Color-blind policies like those reflected in the EDUCATE Act operate on the assumption that fairness and equity already exist and that any programs that target a specific group are, therefore, inherently racist or unjust. However, such a view neglects the long history of discrimination and systemic racism in the United States, as well as in the professionalization of medicine and medical education.
As medicine became institutionalized and professionalized, medical schools and medical associations, for instance, refused entry to African Americans and other groups. The very history of medicine and health policy is deeply rooted in racist and exploitive use of Black bodies to further the discipline at the expense of Black people. And the history of the eugenics movement in the United States has been a centuries-long tool for the formation and the reification of scientific racism. This history has culminated in a lack of diverse healthcare providers and poor health outcomes among vulnerable groups.

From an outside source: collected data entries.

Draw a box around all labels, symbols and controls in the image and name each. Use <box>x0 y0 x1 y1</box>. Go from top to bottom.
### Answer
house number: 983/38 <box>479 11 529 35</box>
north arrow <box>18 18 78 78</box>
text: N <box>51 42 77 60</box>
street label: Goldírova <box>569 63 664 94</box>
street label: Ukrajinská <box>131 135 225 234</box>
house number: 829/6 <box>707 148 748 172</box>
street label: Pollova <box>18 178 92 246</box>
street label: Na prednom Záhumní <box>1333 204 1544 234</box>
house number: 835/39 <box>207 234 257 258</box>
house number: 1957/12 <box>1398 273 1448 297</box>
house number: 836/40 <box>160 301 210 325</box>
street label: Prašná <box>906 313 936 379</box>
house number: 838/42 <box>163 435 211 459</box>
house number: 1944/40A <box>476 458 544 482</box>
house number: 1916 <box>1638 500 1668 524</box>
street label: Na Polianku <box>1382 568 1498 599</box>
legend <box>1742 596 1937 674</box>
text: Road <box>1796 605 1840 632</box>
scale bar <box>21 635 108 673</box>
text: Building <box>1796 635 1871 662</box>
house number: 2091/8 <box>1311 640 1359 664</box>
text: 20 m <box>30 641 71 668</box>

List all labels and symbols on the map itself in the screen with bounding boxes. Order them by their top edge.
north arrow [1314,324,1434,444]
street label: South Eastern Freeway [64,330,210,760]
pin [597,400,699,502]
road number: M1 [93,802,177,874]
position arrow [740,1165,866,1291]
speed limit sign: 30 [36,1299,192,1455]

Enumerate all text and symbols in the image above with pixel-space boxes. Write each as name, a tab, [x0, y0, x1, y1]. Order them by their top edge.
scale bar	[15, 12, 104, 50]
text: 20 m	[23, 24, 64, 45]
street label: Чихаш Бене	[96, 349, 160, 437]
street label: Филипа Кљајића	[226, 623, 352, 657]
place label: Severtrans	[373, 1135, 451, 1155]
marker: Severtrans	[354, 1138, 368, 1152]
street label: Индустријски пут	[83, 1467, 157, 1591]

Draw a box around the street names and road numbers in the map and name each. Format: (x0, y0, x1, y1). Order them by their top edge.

The issue of racism in medicine reaches into the present day. Clinical guidelines, for example, include race adjustments that make Black patients less likely to receive needed interventions than White patients. As clinical guidelines are automated through AI systems used widely by hospitals and health systems, this form of discrimination has become exacerbated.
Though doctors are supposed to “do no harm,” and bedside manner is an important part of delivering high-quality healthcare, there are documented instances of medical professionals’ overt racism toward patients and, sometimes, other medical professionals. Discriminatory practices are often the result of more covert forms of racism such as unconscious bias and institutionalized racism, which can embed unequal and unjust practices within the everyday functioning of care settings. Programs, courses, and loyalty oaths, which Murphy and Goldfarb denounce in their Wall Street Journal article, are meant to help combat the insidious nature of racism and the ways it shows up in medical practice.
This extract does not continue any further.